Durou pouco mais de dois anos a gestão da primeira mulher à frente do Ministério da Saúde. No fim da tarde de 25 de fevereiro, após um intenso processo de especulações e “fritura” na imprensa, que já se arrastava há pelo menos cinco dias, o presidente Lula enfim oficializou o que os noticiários já davam como certo e anunciou a saída de Nísia Trindade da pasta. No seu lugar assume Alexandre Padilha, então ministro de Relações Institucionais, que já ocupou o cargo no governo Dilma, entre 2011 e 2014.
— Foto: José Cruz/Agência Brasil.
A principal justificativa para a troca de comando em um dos principais ministérios da Esplanada seria que, em meio a uma crise em seu governo, Lula teria visto a substituição de um nome técnico por outro com um perfil mais político como uma cartada capaz de manter a governabilidade e sustentar uma boa posição do governo na disputa presidencial de 2026. Uma aposta alta — menos pelo que Padilha é capaz de fazer, mais pelo que Nísia já vinha entregando.

Antes da demissão, na manhã de 25 de fevereiro, Nísia cumpriu a última agenda pública como ministra, anunciando — na presença de Lula e do vice-presidente Geraldo Alckmin — novos avanços em sua pasta, como a primeira vacina 100% nacional e de dose única contra a dengue, que será administrada a partir de 2026, além de parcerias para assegurar acesso a insulinas no SUS, uma vacina nacional contra gripe aviária e a vacina contra o Vírus Sincicial Respiratório (VSR).
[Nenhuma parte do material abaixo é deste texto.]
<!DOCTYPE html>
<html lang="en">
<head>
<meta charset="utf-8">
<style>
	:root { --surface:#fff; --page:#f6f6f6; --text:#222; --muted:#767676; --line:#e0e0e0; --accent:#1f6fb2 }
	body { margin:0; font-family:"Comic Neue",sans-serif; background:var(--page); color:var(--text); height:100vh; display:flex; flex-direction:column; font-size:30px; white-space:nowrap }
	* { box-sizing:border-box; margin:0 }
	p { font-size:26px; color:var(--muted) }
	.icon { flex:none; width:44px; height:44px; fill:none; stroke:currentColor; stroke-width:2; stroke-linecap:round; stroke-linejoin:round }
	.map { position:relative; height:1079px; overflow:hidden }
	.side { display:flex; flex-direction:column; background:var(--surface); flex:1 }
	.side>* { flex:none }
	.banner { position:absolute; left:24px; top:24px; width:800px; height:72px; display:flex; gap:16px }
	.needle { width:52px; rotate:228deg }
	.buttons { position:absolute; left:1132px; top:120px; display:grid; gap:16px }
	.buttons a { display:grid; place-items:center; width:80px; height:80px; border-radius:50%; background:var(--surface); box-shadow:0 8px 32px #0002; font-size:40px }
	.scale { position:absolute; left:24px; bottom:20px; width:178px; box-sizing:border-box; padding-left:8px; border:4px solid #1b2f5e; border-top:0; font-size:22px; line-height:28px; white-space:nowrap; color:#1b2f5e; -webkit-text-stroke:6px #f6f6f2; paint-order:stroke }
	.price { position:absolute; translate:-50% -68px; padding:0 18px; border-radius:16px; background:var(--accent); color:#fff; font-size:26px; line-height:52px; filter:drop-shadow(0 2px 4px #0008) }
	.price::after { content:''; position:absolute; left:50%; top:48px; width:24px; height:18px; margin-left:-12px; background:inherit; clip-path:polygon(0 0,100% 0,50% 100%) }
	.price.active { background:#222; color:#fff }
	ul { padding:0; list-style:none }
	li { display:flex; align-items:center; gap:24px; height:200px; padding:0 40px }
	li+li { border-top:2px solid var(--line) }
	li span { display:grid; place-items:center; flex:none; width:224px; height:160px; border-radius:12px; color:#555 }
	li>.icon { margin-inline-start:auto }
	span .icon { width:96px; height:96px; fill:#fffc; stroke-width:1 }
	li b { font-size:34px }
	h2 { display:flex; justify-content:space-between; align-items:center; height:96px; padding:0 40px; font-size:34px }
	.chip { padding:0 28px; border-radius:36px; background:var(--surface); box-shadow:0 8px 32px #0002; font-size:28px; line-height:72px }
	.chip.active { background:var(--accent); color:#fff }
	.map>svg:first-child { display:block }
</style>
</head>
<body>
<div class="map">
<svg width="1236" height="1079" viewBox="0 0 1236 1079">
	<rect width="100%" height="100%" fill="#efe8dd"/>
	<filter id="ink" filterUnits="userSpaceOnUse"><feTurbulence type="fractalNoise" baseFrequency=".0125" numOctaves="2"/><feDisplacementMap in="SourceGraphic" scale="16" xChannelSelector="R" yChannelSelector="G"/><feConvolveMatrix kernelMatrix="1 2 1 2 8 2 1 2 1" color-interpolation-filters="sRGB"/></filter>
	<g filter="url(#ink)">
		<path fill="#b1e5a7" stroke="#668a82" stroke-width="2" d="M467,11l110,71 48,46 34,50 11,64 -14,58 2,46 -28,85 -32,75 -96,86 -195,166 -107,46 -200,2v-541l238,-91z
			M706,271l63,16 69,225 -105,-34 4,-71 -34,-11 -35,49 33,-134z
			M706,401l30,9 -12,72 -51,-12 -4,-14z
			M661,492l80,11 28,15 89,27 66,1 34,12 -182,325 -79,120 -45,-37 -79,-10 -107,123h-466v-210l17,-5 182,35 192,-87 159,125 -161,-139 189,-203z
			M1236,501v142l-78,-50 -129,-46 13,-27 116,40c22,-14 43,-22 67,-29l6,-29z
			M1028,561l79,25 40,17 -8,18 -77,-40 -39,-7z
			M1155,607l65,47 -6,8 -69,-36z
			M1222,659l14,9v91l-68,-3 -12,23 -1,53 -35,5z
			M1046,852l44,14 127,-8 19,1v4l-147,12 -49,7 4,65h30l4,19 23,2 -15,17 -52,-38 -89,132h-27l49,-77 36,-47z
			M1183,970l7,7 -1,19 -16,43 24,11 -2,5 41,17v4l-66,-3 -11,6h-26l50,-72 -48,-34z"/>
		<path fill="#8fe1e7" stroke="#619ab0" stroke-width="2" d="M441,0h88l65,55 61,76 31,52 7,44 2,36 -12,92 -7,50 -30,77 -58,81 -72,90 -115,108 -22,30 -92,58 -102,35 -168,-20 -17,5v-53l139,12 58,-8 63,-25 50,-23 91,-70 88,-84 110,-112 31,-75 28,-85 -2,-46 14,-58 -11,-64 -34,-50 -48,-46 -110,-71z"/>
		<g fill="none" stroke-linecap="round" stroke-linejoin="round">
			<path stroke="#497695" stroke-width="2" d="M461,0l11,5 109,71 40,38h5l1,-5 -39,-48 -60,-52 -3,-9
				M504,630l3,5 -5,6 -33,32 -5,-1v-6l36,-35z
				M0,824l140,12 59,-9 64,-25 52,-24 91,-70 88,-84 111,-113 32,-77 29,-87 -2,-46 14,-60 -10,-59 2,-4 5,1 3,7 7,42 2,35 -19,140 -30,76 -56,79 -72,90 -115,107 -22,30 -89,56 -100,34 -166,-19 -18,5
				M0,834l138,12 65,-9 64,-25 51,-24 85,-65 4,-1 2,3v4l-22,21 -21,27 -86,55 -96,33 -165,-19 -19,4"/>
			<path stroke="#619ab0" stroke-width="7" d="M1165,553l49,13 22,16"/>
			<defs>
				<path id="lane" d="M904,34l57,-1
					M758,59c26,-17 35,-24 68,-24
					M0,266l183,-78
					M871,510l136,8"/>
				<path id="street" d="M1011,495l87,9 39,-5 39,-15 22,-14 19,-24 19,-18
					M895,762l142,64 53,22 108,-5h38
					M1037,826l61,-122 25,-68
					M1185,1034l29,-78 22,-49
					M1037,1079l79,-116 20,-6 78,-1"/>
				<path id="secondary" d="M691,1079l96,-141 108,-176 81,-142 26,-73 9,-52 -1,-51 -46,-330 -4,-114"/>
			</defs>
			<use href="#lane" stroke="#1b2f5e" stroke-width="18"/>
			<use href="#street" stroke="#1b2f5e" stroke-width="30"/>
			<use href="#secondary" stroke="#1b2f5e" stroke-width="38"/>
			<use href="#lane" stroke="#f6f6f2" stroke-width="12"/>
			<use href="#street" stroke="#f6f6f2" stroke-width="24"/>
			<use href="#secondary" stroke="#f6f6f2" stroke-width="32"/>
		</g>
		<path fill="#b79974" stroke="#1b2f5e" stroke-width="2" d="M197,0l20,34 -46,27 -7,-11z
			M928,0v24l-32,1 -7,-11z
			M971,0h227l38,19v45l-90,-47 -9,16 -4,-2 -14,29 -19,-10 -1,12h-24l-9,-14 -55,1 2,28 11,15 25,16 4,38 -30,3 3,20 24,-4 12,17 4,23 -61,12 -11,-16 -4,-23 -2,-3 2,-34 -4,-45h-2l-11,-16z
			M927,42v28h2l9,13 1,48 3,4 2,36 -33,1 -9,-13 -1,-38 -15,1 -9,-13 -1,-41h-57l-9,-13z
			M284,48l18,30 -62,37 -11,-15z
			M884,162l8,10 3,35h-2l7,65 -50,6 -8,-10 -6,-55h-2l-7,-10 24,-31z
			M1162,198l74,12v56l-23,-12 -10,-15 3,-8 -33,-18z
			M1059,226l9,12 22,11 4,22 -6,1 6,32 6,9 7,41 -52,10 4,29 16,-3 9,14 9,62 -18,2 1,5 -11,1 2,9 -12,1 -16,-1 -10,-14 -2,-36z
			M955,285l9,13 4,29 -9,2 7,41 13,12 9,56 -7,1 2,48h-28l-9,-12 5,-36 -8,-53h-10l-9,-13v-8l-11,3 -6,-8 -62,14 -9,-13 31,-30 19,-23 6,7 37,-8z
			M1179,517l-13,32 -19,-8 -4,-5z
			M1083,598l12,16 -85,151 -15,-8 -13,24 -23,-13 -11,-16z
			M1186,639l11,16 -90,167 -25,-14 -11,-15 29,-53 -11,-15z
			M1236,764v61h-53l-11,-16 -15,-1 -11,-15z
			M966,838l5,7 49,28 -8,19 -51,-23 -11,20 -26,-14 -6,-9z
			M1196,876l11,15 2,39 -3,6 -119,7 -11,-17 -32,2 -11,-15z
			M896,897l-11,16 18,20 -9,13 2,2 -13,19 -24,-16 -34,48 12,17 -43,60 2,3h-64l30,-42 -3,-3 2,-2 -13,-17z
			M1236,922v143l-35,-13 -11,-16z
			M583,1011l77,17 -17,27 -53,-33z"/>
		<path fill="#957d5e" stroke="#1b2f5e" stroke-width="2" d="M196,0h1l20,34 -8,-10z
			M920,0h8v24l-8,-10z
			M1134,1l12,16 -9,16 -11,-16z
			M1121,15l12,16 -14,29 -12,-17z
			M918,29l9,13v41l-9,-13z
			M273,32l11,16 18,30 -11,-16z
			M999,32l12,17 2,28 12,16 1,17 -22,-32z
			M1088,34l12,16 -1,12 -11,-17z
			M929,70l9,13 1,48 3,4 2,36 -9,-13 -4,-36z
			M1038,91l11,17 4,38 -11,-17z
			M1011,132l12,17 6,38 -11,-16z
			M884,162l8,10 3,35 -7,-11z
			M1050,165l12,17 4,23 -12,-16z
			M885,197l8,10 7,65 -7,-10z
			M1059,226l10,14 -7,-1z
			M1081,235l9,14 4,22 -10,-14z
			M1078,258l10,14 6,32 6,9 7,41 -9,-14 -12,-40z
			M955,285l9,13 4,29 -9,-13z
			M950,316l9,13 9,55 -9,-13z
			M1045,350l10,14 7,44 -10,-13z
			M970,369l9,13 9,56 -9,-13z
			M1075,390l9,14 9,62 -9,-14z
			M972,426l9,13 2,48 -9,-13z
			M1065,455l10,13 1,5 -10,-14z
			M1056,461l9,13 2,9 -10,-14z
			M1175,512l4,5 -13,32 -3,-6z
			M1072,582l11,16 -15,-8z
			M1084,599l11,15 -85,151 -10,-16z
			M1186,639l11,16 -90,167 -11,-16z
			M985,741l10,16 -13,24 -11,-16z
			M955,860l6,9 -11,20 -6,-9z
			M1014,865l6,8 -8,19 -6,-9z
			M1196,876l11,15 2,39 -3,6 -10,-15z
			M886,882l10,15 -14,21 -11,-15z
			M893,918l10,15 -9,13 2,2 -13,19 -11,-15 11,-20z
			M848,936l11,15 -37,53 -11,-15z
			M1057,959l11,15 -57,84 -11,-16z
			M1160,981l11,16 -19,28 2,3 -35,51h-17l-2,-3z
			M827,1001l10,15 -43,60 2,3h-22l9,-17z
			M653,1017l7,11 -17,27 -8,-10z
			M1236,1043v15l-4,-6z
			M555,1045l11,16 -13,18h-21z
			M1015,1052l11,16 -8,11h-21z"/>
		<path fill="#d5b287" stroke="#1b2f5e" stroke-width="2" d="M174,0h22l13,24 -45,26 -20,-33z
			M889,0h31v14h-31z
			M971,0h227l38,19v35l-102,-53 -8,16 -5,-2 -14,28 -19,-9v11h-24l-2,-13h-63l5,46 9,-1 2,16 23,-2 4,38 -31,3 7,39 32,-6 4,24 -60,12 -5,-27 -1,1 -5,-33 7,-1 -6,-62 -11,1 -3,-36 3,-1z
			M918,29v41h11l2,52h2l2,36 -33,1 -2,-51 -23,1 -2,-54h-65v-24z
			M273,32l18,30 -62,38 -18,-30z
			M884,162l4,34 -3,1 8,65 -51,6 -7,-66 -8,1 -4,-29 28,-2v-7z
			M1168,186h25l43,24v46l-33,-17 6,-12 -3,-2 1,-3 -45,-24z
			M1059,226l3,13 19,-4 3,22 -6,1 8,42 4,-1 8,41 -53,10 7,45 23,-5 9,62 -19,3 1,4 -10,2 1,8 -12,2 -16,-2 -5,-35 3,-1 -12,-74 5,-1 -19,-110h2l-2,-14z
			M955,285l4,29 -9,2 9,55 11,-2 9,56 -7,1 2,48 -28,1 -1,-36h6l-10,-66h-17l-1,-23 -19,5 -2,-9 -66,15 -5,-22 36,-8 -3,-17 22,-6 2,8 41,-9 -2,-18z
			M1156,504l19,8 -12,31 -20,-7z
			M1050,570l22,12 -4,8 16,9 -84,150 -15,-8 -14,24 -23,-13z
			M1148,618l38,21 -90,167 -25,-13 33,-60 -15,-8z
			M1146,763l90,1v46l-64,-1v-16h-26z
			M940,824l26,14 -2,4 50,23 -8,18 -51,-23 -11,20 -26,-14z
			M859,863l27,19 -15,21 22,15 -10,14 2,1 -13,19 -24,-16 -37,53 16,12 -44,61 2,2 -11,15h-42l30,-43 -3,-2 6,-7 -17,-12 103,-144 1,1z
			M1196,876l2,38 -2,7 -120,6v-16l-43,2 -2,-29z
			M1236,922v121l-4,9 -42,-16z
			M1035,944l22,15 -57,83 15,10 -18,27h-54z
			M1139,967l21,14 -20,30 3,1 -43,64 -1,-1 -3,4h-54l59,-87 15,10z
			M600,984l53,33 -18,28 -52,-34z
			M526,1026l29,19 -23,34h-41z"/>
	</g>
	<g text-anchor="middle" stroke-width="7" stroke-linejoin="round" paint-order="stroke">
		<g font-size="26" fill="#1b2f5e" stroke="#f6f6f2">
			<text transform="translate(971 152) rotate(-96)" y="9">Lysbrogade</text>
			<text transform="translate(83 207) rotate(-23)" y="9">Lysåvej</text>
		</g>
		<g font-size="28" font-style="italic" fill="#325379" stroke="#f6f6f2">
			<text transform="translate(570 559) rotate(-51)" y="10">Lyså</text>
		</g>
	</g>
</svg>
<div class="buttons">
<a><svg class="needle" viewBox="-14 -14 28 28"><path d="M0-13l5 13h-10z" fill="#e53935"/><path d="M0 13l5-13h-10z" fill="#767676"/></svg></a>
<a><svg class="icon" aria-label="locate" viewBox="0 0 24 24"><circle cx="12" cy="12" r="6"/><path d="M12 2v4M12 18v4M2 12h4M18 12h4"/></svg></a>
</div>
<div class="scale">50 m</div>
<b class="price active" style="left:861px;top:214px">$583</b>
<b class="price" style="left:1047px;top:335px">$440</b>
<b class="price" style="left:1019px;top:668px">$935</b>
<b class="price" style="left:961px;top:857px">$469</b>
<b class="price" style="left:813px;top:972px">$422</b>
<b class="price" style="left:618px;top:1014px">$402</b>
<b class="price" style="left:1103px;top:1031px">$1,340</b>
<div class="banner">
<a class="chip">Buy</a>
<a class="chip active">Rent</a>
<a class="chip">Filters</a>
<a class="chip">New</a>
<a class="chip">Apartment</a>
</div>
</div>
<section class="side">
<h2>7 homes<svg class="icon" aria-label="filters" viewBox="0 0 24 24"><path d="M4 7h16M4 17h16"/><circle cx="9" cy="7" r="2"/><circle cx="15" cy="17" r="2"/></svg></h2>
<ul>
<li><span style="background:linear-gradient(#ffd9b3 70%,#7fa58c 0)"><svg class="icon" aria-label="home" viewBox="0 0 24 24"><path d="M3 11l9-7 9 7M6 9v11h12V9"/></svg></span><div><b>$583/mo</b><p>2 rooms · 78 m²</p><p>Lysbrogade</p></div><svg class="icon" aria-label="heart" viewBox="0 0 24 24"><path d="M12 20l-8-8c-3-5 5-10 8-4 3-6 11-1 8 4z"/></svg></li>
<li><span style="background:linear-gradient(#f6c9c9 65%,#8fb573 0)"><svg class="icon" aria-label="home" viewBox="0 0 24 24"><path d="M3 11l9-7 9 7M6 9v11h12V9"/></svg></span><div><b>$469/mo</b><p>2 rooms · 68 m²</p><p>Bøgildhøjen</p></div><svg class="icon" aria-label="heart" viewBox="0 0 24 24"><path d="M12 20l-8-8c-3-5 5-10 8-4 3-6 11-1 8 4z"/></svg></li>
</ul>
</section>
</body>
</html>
Iniciativas que indicam o fortalecimento do Complexo Econômico-Industrial da Saúde, uma de suas principais bandeiras desde que assumiu o cargo.
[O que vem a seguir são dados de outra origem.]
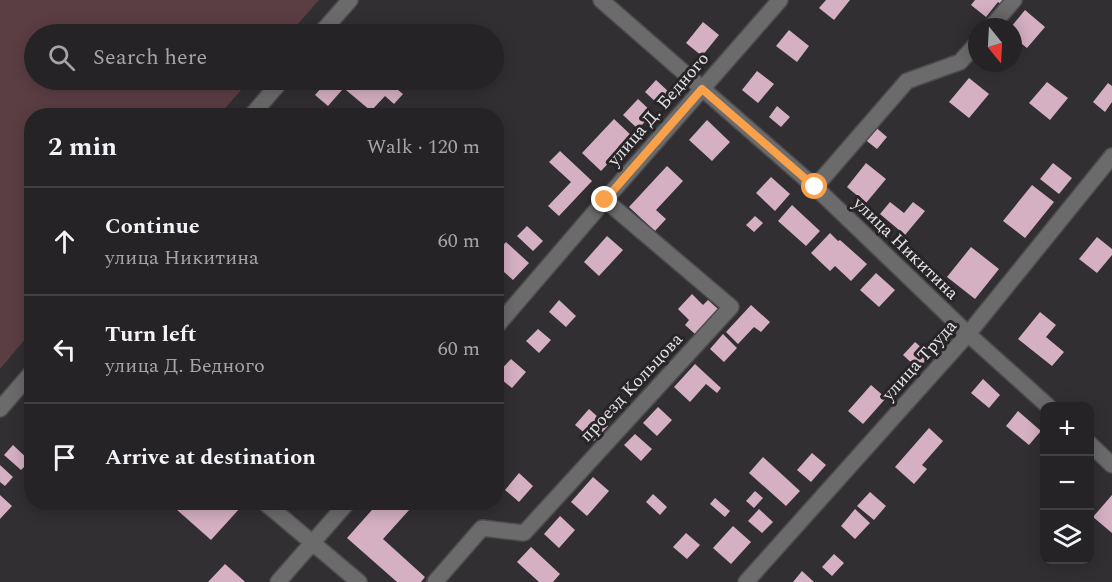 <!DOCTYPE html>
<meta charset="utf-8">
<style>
body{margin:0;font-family:Spectral,serif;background:#322f32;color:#f1f3f6}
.controls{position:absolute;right:18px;bottom:18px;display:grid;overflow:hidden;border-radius:12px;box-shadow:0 3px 15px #0003}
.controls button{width:54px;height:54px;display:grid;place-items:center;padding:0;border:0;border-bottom:2px solid #424043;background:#262326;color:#f1f3f6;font:30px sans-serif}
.compass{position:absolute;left:968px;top:18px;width:54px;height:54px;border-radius:50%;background:#262326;box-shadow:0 3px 15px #0003;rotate:162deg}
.stop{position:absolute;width:18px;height:18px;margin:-14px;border:4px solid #f8a14a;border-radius:50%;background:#fff}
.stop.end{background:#f8a14a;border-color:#fff;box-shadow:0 2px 6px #0008}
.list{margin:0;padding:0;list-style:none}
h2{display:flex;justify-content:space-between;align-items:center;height:78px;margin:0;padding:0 24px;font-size:26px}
h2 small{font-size:20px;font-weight:400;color:#a4a4a7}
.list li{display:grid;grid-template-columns:39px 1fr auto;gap:18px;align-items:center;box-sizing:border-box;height:108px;padding:0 24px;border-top:2px solid #424043}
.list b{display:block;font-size:22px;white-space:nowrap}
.list p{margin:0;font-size:20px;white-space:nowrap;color:#a4a4a7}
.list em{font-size:20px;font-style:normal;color:#a4a4a7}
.icon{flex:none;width:33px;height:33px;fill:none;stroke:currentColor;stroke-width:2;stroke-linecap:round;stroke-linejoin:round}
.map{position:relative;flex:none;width:1112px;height:582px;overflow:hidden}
.search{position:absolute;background:#262326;box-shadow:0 3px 15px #0003;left:24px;top:24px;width:480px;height:66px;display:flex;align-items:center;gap:15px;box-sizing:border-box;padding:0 21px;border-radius:33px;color:#a4a4a7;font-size:22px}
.panel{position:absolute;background:#262326;box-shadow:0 3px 15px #0003;left:24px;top:108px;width:480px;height:402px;border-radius:24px}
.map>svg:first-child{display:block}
.green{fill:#5b3e44}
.building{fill:#d5b0c2}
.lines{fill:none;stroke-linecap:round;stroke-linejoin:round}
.street-casing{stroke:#4e4c4e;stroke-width:18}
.street{stroke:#6b6b6c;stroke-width:15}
.route{stroke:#f8a14a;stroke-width:8}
.labels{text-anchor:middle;stroke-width:6;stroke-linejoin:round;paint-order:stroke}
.street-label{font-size:18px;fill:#e4e2e3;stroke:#282528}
</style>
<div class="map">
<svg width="1112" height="582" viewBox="0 0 1112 582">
<rect width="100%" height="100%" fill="#322f32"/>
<path class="green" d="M0,0H319L289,34H34V80H250L219,115L32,116L31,332L0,369Z"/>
<path class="building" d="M826,0H850L834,20L819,8Z
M975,0H1008L1003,6L998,2L986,17L971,5Z
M1025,10L1045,27L1027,48L1013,37V27H1011Z
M703,22L719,35L702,56L686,43Z
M789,30L809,46L797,62L776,46Z
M757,71L774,84L758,103L742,90Z
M969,78L989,94L969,118L949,102Z
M328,80L342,90L328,106L315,95Z
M334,80H364L371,85L376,80H386L403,94L394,104L385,96L371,111Z
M656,80L670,93L659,105L645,92Z
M1047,82L1068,98L1050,120L1029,103Z
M1108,83L1112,86V102L1105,112L1093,102Z
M638,99L653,113L638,129L623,115Z
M777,106L790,117L781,127L769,117Z
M614,119L633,137L601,171L582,153Z
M707,120L730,142L712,161L689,140Z
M873,125L887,137L877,149L863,138Z
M560,151L592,181L559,216L548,206L571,182L549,162Z
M866,163L886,179L866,203L847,187Z
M1053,163L1072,178L1059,194L1040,179Z
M667,166L683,181L656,210L666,219L655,231L629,207Z
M771,177L790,194L775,211L756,193Z
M1032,185L1054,202L1025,238L1003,221Z
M890,202L904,213L913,202L925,211L905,235L880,214Z
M792,205L820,231L806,246L778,221Z
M755,216L763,223L754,232L746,225Z
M527,226L543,241L533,251L517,236Z
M830,233L838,241L840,240L867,264L851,281L835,266L830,271L811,253Z
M607,236L623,250L599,276L584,262Z
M1097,237L1112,249V255L1097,273L1079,259Z
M506,242L529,263L513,280L496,265V253Z
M971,247L999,269L975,299L947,277Z
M876,273L895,290L879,307L860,290Z
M692,294L703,305L708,300L718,309L695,334L685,325L689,320L678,309Z
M559,300L576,316L566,327L549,312Z
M751,305L770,322L761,332L754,327L738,344L726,332Z
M1040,312L1056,325L1046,337L1064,352L1052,366L1018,339Z
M538,329L551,340L539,353L526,341Z
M723,334L737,348L724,362L710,349Z
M915,342L930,355L918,369L903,355Z
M511,359L526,372L512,388L496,375Z
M695,364L721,388L717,393L706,384L690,402L674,387Z
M983,379L1000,395L989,408L971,393Z
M871,385L886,398L863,424L848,411Z
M658,407L672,420L657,436L643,423Z
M589,409L608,426L594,441L575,425Z
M1018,411L1041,431L1029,445L1006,426Z
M929,428L943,441L922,465L927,469L914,484L895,467Z
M635,434L652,449L641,461L624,445Z
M13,445L30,461L21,470L4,455Z
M812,453L826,465L811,482L797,470Z
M763,457L800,491L786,506L749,473Z
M0,465L13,477L5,486L0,482Z
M519,473L533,486L519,502L505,490Z
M593,477L609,491L587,516L571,502Z
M755,491L763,498L754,508L746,501Z
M870,492L886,506L874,520L857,506Z
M653,494L667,507L660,515L646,502Z
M0,495L12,506L0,519Z
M1112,495V533L1093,517Z
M715,498L730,511L725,517L710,504Z
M182,502H236L241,507L211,540L176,509Z
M379,502H402L410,509L383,539L425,577L421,582H397L347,538Z
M759,509L773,522L762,533L748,521Z
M855,509L870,523L855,539L841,526Z
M560,516L575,530L559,548L544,534Z
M733,526L751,542L731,564L713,548Z
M686,533L700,545L687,559L673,547Z
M531,547L560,574L553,582H539L517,562Z
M834,554L844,563L832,576L822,567Z
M225,564L243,580L245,582H208Z
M802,571L814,582H793Z"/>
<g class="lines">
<g class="street-casing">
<path id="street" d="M601,0L815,187L968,334L1048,406
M991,27L1014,0
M320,34L350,0
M251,116L282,80
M815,187L907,81L960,62L977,43
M496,327L605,200L780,0
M0,409L32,372
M1090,444L1112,465
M264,502L359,582
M278,582L348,502
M435,582L482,528L524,533L731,307L605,200
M746,582L968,334L1112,156"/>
</g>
<use href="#street" class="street"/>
</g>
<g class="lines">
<path class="route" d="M605,200L702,89L815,187"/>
</g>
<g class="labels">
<g class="street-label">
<text transform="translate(658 109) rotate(-49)" y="6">улица Д. Бедного</text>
<text transform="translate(906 248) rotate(44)" y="6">улица Никитина</text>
<text transform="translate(919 360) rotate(-48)" y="6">улица Труда</text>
<text transform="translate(631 387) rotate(-47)" y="6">проезд Кольцова</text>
</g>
</g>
</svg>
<div class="controls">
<button>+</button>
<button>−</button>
<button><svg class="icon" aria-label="layers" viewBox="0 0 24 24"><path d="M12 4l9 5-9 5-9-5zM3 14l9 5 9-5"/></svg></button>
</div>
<svg class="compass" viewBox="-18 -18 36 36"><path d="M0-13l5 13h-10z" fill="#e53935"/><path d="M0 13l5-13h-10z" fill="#a4a4a7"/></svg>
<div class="stop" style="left:815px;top:187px"></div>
<div class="stop end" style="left:605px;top:200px"></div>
<div class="search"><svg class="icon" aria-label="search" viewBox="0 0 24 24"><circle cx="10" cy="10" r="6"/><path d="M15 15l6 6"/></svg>Search here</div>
<section class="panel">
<h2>2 min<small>Walk · 120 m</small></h2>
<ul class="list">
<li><svg class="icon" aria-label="ahead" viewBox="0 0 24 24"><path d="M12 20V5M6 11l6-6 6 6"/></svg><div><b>Continue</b><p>улица Никитина</p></div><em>60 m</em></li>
<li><svg class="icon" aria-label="left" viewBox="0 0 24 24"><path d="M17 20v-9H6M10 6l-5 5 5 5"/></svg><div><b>Turn left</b><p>улица Д. Бедного</p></div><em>60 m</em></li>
<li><svg class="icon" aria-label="arrive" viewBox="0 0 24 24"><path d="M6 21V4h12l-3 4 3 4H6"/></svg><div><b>Arrive at destination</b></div></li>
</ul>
</section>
</div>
A falta de um posicionamento do presidente, que em outros momentos saiu em defesa da ministra — como durante a 17ª Conferência Nacional de Saúde, em 2023 (Radis 251) — aumentava a incerteza no entorno de Nísia, que chegou a manifestar o desconforto com a situação (O Globo, 20/2). A forma pouco sensível e desrespeitosa como a mudança foi feita gerou reações. E Nísia recebeu demonstrações de apoio.
Nas redes sociais, a hashtag #respeitanísia foi utilizada em protesto pela forma como ela vinha sendo exposta e em reconhecimento à atuação de alguém que durante a pandemia, ainda como presidente da Fiocruz, teve papel fundamental no enfrentamento à covid-19. E que, como ministra, em dois anos demonstrou com números ter reerguido um SUS combalido, que desde o impeachment de Dilma Rousseff, em 2016, até sua chegada, em 2023, passou por graves crises de desfinanciamento e até de identidade nas mãos de seis ministros nos governos de Temer (2) e Bolsonaro (4). O coletivo de servidoras, alunas e colaboradoras da Fiocruz, 8M, também se manifestou em campanha por respeito à Nísia.

Após a confirmação da saída, a agora ex-ministra recebeu diversas menções e mensagens na internet. Uma delas foi da antropóloga e pesquisadora Debora Diniz, que lamentou o episódio, em uma postagem em suas redes: “Eu sinto muito, ministra Nísia. Sinto por como tudo foi feito, a senhora ser informada pelos jornais e nem mesmo terem a seriedade de falarem com a senhora antes dos rumores ganharem as notícias (…) A senhora fez história como a primeira ministra mulher da Saúde. A senhora já tinha memória como presidente da Fiocruz durante a pandemia. Deixou um legado para quem quer que a venha substituir na história como uma ministra técnica e competente para gerir as políticas de saúde”.
A historiadora e também antropóloga Lilia Schwarcz seguiu a mesma linha: “Mesmo pressionada pelos boatos que davam como certa sua saída, Nísia não posou de vítima (…) Mas ela sai por cima, pois a questão com Nísia era política, da cozinha de Brasília. Pois bem, Nísia acaba de ser demitida e o médico Padilha entra em seu lugar nessa dança das cadeiras do governo Lula que tem direito de demitir ministros. Mas não vale humilhar — e reduzir dessa maneira o número já diminuto de mulheres no governo”, pontuou.

Em fevereiro de 2023, quando chegava ao Ministério da Saúde, Nísia concedeu entrevista exclusiva à Radis (245), quando falou sobre as ações prioritárias nos 100 primeiros dias de sua gestão e ressaltou o compromisso em resgatar a ciência e a saúde coletiva como bases para a construção de políticas públicas. Ela revitalizou e fortaleceu o SUS. Independentemente das razões políticas que levaram à decisão, Nísia merecia mais respeito. Isso ninguém deveria discutir.